Ahoy! (I did it again I’m sorry).

Yesterday, we spoke about how Anne Bonny was designed from a gameplay perspective. Today we’re going to look at the visual side of things. Art Director Simon Loche is here to shed some light on the sailor’s origin.

Origin Story

I would say Anne Bonny is a pretty special warrior because she was already a part of the lineup in previous iterations of the game. It was a different concept, different gameplay, a very different art style. We never wanted to get rid of her because she was an excellent character. But she went through various transformations. She was very juvenile and cheeky before she ended up where she is today. It’s more of an evolution than something we specifically invented for Breakaway.

To me, pirates are amazing characters because they represent freedom. In history, they were building a society out of their own society. They were sailing the unknown seas. They were outside of society but creating a micro-society. That’s something that has always deeply interested me.
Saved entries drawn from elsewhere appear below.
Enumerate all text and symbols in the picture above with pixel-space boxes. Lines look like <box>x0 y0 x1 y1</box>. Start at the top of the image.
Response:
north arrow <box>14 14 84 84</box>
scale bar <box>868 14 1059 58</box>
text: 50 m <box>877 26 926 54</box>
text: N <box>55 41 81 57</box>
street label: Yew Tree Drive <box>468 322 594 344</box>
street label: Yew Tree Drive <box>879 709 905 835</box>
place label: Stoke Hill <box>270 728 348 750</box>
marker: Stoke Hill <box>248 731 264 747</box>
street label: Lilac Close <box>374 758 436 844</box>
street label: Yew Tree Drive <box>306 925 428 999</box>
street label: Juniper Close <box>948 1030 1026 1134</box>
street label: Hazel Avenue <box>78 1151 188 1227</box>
Keywords that we used to define Anne Bonny were freedom and adventure. We thought, maybe the jacket she wears is one she stole during a raid. Maybe the rifle she uses is a prized possession from the colonies. Pirates are always these over-the-top characters. They’ve been depicted like this in many movies, you know, with huge hats and giant feathers, jacket strewn with gold and so forth. So we wanted Anne Bonny to follow suit.

Anne Bonny was supposed to be a master of arms, so we imagined that she would hide weapons in her wardrobe. We eventually opted for a cleaner approached, for the sake of both gameplay and art design.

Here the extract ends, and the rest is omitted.